Data for processing START

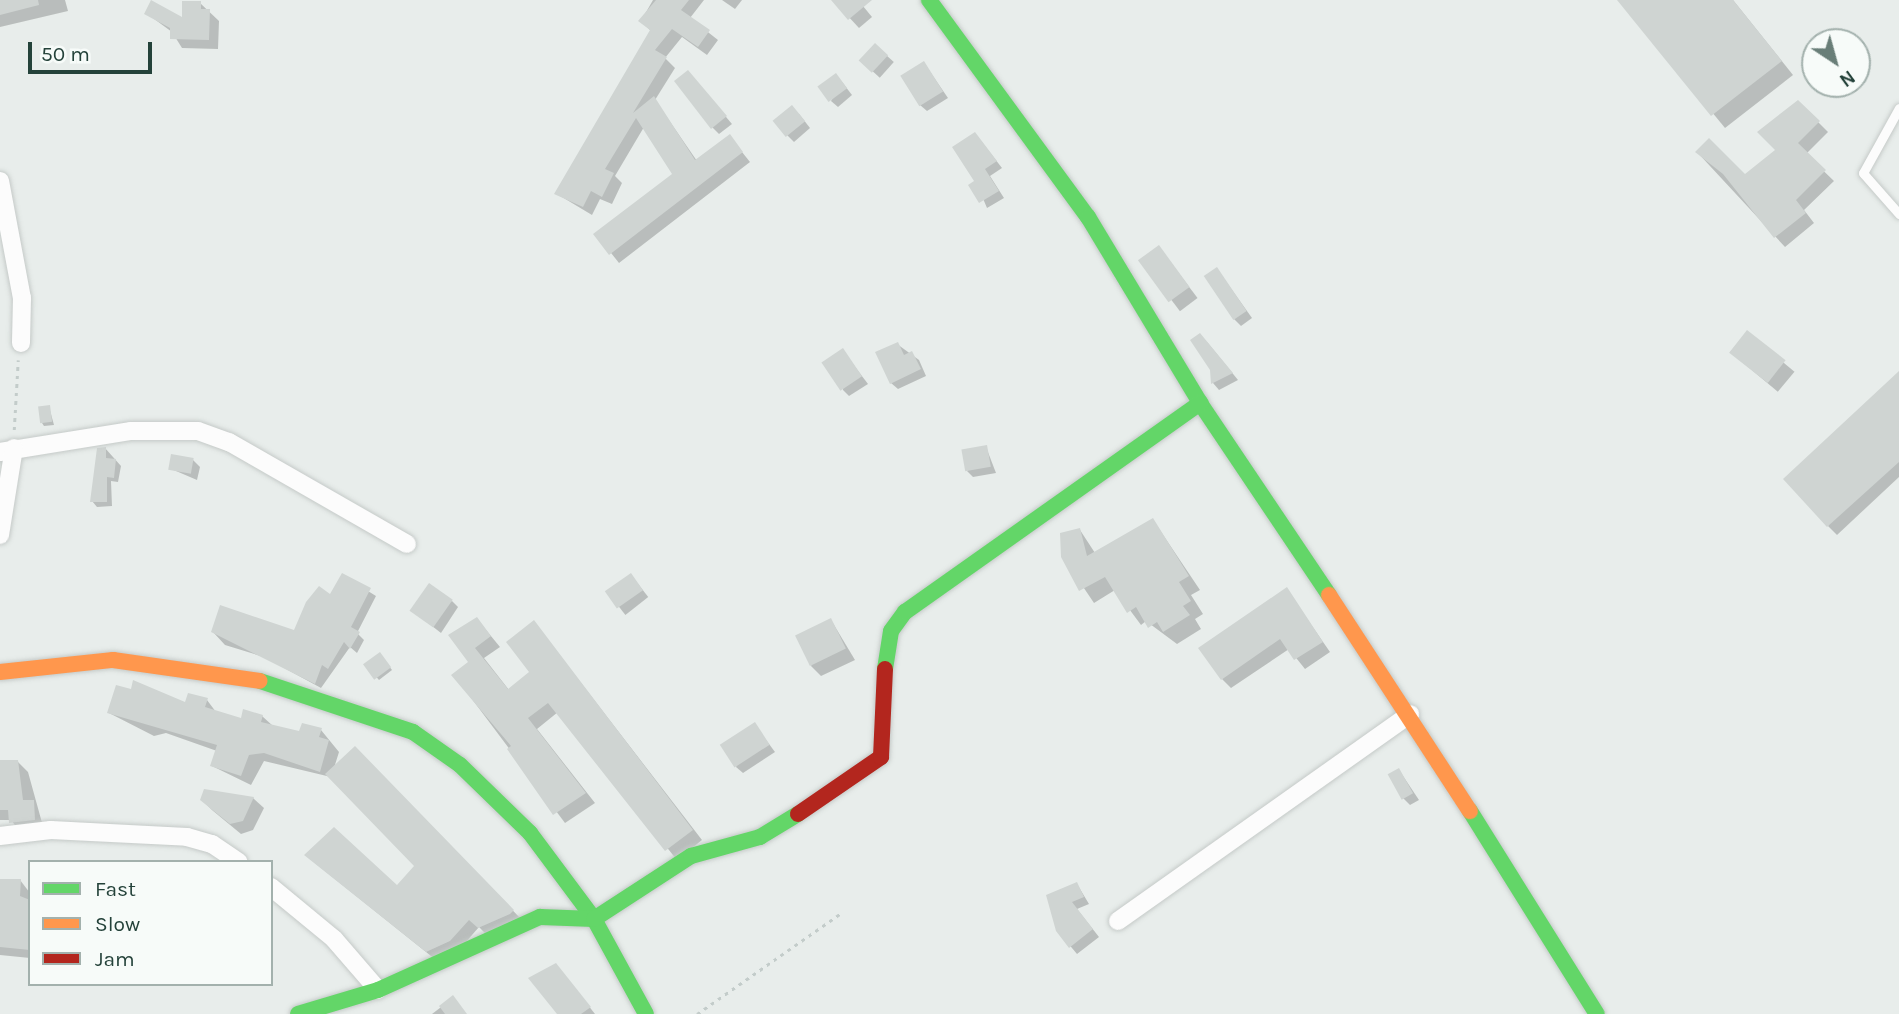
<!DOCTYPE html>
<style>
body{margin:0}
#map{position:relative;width:1899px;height:1014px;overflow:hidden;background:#e8edeb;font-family:Karla,sans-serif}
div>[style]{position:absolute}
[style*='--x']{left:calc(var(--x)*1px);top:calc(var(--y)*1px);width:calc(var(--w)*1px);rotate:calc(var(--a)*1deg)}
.shadow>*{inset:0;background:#0003;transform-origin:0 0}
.building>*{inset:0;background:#cfd4d2;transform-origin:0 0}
.path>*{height:2.5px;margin-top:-1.25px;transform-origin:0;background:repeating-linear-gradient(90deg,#c3ccca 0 3.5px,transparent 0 8.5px)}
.roads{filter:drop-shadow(0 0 2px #c5cac8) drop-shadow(0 0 2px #c5cac8)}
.lane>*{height:9px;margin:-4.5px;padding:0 4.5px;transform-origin:4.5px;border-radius:4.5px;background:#fcfcfc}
.street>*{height:18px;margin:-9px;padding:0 9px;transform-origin:9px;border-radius:9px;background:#fcfcfc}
.fast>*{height:16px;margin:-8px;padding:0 8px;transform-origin:8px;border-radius:8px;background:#63d668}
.slow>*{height:16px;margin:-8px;padding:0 8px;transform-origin:8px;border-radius:8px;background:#ff974d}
.jam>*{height:16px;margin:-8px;padding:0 8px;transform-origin:8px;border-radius:8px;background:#b3261e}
span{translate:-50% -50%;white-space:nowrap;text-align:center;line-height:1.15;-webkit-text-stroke:5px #f7fbf9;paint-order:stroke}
.legend{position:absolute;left:28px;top:860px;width:245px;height:126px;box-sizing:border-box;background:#f7fbf9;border:2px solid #a3b1ad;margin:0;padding:9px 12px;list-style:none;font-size:21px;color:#24423a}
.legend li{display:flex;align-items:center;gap:14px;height:35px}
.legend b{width:35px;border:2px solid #a3b1ad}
.north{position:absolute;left:1801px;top:28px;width:70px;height:70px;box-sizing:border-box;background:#f7fbf9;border:2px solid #a3b1ad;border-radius:50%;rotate:144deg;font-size:19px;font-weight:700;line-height:28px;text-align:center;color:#24423a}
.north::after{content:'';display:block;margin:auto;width:24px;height:32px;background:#697e78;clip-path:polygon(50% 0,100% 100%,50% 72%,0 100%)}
.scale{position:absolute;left:28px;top:42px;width:124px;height:32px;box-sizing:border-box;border:4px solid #24423a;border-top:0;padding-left:9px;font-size:21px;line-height:24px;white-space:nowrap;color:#24423a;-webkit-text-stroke:5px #f7fbf9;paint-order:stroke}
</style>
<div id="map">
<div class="shadow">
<i style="clip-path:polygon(0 0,65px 0,68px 11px,0 27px)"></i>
<i style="clip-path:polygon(653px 0,704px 0,690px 18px,718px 40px,707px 55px,682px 37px,665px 58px,675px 68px,655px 100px,697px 161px,730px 137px,750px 162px,619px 263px,596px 234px,674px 174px,644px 127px,615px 176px,622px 183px,612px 204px,600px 199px,592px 215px,557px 194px,651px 31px,641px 21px)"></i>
<i style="clip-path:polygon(722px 0,742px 0,735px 9px)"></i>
<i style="clip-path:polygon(833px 0,858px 0,872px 17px,859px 28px)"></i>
<i style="clip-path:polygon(1620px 0,1733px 0,1793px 75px,1725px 128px)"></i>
<i style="clip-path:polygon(200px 3px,219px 21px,218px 49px,182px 48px,172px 32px,146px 13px,184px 20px)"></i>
<i style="left:876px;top:46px;width:24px;height:21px;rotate:42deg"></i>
<i style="clip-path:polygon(924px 63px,948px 98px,927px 111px,920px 105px)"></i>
<i style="clip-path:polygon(688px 72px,732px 124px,719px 134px,712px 127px)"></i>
<i style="clip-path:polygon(842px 82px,852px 95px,838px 107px,831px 101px)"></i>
<i style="clip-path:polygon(1798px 102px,1828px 132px,1806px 154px,1834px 181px,1804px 210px,1814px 223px,1785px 247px,1697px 152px,1745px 176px,1778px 150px)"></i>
<i style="clip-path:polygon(799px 114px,810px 128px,794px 142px,787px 135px)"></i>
<i style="clip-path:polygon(981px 141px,1002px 168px,990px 176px,1004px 198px,987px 208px,976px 182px)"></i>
<i style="left:1159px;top:247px;width:64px;height:22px;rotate:53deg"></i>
<i style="clip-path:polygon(1217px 269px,1252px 318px,1241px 326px,1234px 319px)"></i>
<i style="left:1747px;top:332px;width:62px;height:26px;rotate:40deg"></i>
<i style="clip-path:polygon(1207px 342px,1238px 380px,1219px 390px,1213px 383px)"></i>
<i style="clip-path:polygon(897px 344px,919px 360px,926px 376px,898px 389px,891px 383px)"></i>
<i style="clip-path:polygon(843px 351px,868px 384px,849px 396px,843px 390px)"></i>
<i style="clip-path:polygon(1899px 373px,1899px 477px,1837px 535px,1828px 526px)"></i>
<i style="clip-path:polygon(49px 407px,54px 425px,44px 426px,42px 423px)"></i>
<i style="clip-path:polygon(986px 447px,996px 473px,973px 477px,967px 471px)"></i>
<i style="clip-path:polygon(105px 448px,121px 466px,118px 482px,111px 481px,112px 506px,97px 507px,92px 501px)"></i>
<i style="clip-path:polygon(193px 460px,200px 467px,197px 480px,169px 468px)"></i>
<i style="clip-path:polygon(1153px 520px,1200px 590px,1191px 595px,1203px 614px,1195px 619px,1201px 629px,1177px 644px,1146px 621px,1141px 625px,1115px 590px,1094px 603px,1063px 557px,1080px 530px,1095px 553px)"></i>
<i style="clip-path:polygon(342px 575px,376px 596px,357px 633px,364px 640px,357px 653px,350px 647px,321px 688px,264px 657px,225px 645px,213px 632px,295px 632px,331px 596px)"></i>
<i style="left:631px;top:575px;width:28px;height:29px;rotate:52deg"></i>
<i style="clip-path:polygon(1287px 590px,1330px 652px,1305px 669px,1289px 649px,1231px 688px,1222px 679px)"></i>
<i style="clip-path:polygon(452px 601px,458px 607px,441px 633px,414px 612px)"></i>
<i style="clip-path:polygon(477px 619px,500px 647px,484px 658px,509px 690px,531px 672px,534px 622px,702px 840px,677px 860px,558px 712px,537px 729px,595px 803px,565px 823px,454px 675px,470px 663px)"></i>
<i style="clip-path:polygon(831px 620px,855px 660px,821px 676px,811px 666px)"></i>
<i style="clip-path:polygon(382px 657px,392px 670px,379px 680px,366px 665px)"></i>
<i style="clip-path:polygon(207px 700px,216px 712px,242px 720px,262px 716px,273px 726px,300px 734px,321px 730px,339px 752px,334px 768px,355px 748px,521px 919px,488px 936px,479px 927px,459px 950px,436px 960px,315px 863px,397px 887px,416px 866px,331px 777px,264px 761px,251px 785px,212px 766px,217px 751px,166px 733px,154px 736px,109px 713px)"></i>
<i style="clip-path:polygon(755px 725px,775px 752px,743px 773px,736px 767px)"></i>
<i style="clip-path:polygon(0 762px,18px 762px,28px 772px,44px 830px,21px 833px,11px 820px,0 820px)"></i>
<i style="clip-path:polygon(1399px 770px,1419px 800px,1410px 805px,1403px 798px)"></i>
<i style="clip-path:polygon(205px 791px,253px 798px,264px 808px,253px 830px,241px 834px,212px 810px,202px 800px)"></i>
<i style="clip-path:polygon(20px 880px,30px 893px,30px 958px,0 955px,0 882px)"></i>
<i style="clip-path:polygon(1077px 884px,1089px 904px,1077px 909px,1099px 937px,1077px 954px,1057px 930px)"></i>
<i style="clip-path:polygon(562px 972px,595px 1014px,559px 1014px)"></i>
<i style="clip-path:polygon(453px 998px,466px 1014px,432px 1014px)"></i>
</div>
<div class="building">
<i style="clip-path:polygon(0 0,38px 0,39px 5px,0 15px)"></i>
<i style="clip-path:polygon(151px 0,182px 17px,182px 1px,201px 1px,201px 9px,210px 9px,209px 40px,170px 39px,170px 28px,144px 14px)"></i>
<i style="clip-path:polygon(656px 0,689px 0,681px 10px,710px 30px,698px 47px,672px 29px,655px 50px,667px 57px,633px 113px,654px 96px,695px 160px,730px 134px,743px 152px,609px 255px,593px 234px,672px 174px,636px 118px,605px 169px,614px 173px,602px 197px,591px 191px,583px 207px,554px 194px,650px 30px,638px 21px)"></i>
<i style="clip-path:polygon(831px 0,872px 0,848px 20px)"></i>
<i style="clip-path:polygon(1617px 0,1733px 0,1782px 61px,1711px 116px)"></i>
<i style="left:875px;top:43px;width:18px;height:24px;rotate:43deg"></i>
<i style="left:924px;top:61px;width:36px;height:28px;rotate:58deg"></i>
<i style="clip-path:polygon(688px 70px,727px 116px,711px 129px,674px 81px)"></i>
<i style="left:836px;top:73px;width:19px;height:23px;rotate:54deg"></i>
<i style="clip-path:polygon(1798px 100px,1820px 121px,1798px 143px,1826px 170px,1796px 200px,1806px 213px,1774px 238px,1723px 174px,1695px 152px,1709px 138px,1745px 174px,1775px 150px,1757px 132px)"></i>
<i style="left:792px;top:105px;width:21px;height:25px;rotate:51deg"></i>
<i style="clip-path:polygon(975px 132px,997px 161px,985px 169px,999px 191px,979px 203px,968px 185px,974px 181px,952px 147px)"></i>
<i style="left:1159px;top:245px;width:52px;height:26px;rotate:54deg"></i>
<i style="left:1217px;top:267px;width:53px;height:16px;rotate:56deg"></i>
<i style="left:1747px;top:330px;width:49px;height:29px;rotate:38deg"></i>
<i style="clip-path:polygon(1200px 333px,1233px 373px,1211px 384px,1210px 370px,1190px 340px)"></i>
<i style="clip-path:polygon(898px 342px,904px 355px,912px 351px,921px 369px,890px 384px,875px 352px)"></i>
<i style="left:843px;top:348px;width:34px;height:26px;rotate:56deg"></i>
<i style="clip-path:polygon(1899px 371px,1899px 462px,1827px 527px,1783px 479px)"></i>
<i style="left:50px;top:405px;width:17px;height:12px;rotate:83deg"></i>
<i style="left:987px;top:445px;width:22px;height:26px;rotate:80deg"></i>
<i style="clip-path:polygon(106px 447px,106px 458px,116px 459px,114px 478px,107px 477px,107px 502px,90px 502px,97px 448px)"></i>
<i style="left:171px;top:454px;width:23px;height:16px;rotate:10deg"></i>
<i style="clip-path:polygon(1153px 518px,1189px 576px,1179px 582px,1191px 601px,1183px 606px,1190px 615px,1163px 632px,1157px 622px,1148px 628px,1136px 607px,1127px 613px,1105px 577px,1079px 591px,1061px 557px,1060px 533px,1080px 528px,1087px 556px)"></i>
<i style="clip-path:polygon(342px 573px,371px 588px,351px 627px,360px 632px,350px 649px,344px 642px,328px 669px,322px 665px,315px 684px,211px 632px,220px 605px,294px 630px,306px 602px,319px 586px,330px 594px)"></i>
<i style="left:631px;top:573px;width:21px;height:32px;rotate:55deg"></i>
<i style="left:429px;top:583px;width:29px;height:34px;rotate:35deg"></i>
<i style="clip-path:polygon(1287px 587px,1323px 642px,1294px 660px,1280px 639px,1221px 680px,1198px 648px)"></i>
<i style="clip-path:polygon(477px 617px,491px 636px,475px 648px,508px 689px,529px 672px,506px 642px,534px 620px,693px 830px,665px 851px,548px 703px,528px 718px,586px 793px,553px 815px,507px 749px,511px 746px,451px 675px,468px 662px,448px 635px)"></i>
<i style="left:831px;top:618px;width:34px;height:40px;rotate:64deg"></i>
<i style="left:380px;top:652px;width:19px;height:21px;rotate:54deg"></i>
<i style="clip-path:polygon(133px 680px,185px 702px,188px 693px,208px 698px,205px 707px,241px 718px,243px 709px,263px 715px,261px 722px,299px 731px,302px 723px,322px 728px,319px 737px,329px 740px,320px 772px,264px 753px,249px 755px,241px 776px,210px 766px,217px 745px,107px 713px,116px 685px,131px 689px)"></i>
<i style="left:755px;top:722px;width:27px;height:42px;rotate:57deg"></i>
<i style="clip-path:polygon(355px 746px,514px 910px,510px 914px,478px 928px,469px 920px,450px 941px,426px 952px,304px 855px,334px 827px,397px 885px,414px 866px,325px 774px)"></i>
<i style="clip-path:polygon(0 760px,18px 760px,23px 800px,34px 800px,35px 820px,9px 823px,8px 810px,0 810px)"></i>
<i style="left:1399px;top:768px;width:29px;height:13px;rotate:61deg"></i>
<i style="clip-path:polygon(204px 789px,254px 797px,243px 821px,230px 824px,200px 800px)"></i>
<i style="clip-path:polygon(0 879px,21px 879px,20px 896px,30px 900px,30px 950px,0 947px)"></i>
<i style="clip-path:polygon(1077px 882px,1084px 897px,1072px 902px,1093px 929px,1069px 948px,1056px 931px,1046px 895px)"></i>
<i style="clip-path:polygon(556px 963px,591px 1007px,581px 1014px,557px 1014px,528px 978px)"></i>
<i style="clip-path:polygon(453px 995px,467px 1014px,445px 1014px,439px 1006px)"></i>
</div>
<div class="path">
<i style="--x:14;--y:430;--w:70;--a:-86.7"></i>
<i style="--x:697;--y:1014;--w:176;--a:-35"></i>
</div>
<div class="roads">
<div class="lane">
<i style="--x:1899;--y:108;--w:74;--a:119"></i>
<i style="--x:1863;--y:173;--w:55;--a:48.7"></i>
</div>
<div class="street">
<i style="--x:0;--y:181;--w:119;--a:79.4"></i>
<i style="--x:22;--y:298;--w:45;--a:91.3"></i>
<i style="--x:0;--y:452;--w:133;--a:-9.1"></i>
<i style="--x:131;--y:431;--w:67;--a:0"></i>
<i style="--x:198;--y:431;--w:33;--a:20"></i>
<i style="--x:229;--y:442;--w:205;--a:29.8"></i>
<i style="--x:0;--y:535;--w:88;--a:-80.9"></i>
<i style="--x:0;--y:836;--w:51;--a:-6.7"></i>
<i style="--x:51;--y:830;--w:136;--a:2.9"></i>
<i style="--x:187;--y:837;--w:26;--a:16"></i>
<i style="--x:212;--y:844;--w:32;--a:34"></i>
<i style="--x:271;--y:887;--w:82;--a:39.5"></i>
<i style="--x:334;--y:939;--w:67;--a:49.2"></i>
<i style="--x:1118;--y:921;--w:358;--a:-35.3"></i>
</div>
<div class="fast">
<i style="--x:929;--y:0;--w:269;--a:53.8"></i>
<i style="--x:1088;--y:217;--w:217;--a:58.9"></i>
<i style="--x:1200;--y:403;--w:231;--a:56.1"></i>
<i style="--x:885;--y:669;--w:38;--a:-81"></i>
<i style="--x:891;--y:631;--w:24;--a:-54"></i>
<i style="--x:905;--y:612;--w:362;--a:-35.3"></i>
<i style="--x:260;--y:681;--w:161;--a:18.4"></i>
<i style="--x:413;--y:732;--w:57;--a:35.1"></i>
<i style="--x:460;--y:765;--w:98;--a:44.2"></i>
<i style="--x:530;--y:833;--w:107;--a:53.3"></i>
<i style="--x:594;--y:919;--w:108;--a:61.3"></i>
<i style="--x:1470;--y:811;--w:239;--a:58"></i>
<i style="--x:298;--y:1014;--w:84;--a:-16.7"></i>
<i style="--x:378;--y:990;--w:178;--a:-24.3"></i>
<i style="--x:540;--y:917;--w:54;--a:2.1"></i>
<i style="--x:594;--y:919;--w:116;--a:-33"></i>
<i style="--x:691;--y:856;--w:72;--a:-15.4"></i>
<i style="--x:760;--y:837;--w:44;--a:-31.2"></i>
</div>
<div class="slow">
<i style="--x:1329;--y:595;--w:258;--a:56.9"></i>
<i style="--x:0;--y:672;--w:114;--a:-6.1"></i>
<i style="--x:113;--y:660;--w:148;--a:8.1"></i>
</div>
<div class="jam">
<i style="--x:798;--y:814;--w:101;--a:-34.5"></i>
<i style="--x:881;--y:757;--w:88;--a:-87.4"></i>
</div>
</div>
<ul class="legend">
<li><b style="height:9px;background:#63d668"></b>Fast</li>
<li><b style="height:9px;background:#ff974d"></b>Slow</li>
<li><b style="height:9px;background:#b3261e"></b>Jam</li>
</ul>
<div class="north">N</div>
<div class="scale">50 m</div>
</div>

Data for processing END

### [Aim of the exercise]
Return each line of the data that contains the string "shadow".

### [Solution]
.shadow>*{inset:0;background:#0003;transform-origin:0 0}
.roads{filter:drop-shadow(0 0 2px #c5cac8) drop-shadow(0 0 2px #c5cac8)}
<div class="shadow">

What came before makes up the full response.